Why Adults Should Change Their Behavior When Kids Are Around (Even If They’re Not the Parents!)
As an adult, I love to watch new shows on HBO, Showtime and other cable TV networks. I know that if I miss a season, I can download it to my laptop or iPad and watch all the episodes at my own leisure. It’s perfect for those nights when all the kids are asleep on time and I can finally relax! As an adult, I think the shows are great. I love watching Nip Tuck, Boardwalk Empire, Sons of Anarchy, Dexter, Homeland Security and so many others, but the sex scenes appear so quickly and frequently that they seem to be absorbed by my brain as just part of the show. So as a parent, I think the shows push the limits way too far.
Last week, my family (my wife, our 3-year-old son, our 2-year-old son and our 5-month-old baby girl) were coming back from vacation on a plane. As it happened, my 3-year-old son was sitting in the aisle seat. With an aisle seat, you can get a pretty clear view of other passenger’s laptops, especially when they’re opened up and in use. Plus, my son is still a kid — so a shiny light-up screen is totally going to grab his attention! He was watching a girl, most likely in her twenties, play a video game on her computer. She was one seat to the left and one row forward from my son, so he had a clear view of her screen and was watching intently. Of course it wasn’t an ideal situation, but the video game was pretty PG; so it seemed alright to me and I closed my eyes to rest for a few minutes.
I felt my son acting a little more fidgety in his seat, so I glanced over at him and noticed him still staring intently at the young woman’s computer screen. I happened to glance over at the woman’s computer screen again only to see a scene of two people having wild sex on a desk in an office. They were completely naked and to a 3-year-old, it likely looked as if the man was attacking the woman. I didn’t know what to do. We were thousands of feet in the air with absolutely nowhere to go. I couldn’t take him away from the situation so I tried to distract him. Eventually, we coaxed him into switching seats (so he could look out the window!) and that solved the problem.
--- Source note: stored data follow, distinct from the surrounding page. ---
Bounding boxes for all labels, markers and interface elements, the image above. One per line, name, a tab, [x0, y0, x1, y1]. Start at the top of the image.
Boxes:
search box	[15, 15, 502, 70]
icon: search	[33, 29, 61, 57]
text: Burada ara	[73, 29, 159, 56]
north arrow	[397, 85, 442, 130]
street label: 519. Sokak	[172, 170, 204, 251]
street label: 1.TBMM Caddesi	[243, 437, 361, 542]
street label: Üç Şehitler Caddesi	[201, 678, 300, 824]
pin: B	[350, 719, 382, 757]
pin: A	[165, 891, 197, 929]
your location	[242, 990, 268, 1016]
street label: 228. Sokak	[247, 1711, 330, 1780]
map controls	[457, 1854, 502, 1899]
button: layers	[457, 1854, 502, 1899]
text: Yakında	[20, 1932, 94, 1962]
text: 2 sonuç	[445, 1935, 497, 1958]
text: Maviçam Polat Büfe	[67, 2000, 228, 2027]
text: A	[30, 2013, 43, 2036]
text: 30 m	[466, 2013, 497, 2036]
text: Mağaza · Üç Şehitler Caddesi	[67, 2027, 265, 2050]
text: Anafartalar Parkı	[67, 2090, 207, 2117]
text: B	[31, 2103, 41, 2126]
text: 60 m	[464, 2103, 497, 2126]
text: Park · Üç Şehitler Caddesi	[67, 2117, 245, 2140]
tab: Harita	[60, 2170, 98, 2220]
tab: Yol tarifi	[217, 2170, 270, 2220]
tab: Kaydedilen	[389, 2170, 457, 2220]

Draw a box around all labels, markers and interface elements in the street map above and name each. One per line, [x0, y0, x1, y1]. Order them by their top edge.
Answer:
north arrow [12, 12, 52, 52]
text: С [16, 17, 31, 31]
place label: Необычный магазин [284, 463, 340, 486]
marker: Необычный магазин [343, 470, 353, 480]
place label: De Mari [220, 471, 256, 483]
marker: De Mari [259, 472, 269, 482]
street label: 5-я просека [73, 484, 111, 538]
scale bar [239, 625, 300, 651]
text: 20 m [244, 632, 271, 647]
But, here’s my issue: Should we be allowed to watch them whenever and wherever we please without taking into account who is around us, who might be offended and who may not comprehend the images they might happen to see? If I was a single, childless adult, I would think it perfectly acceptable; however, as a dad, it infuriates me.
Do you think adults should change their behavior when kids are involved?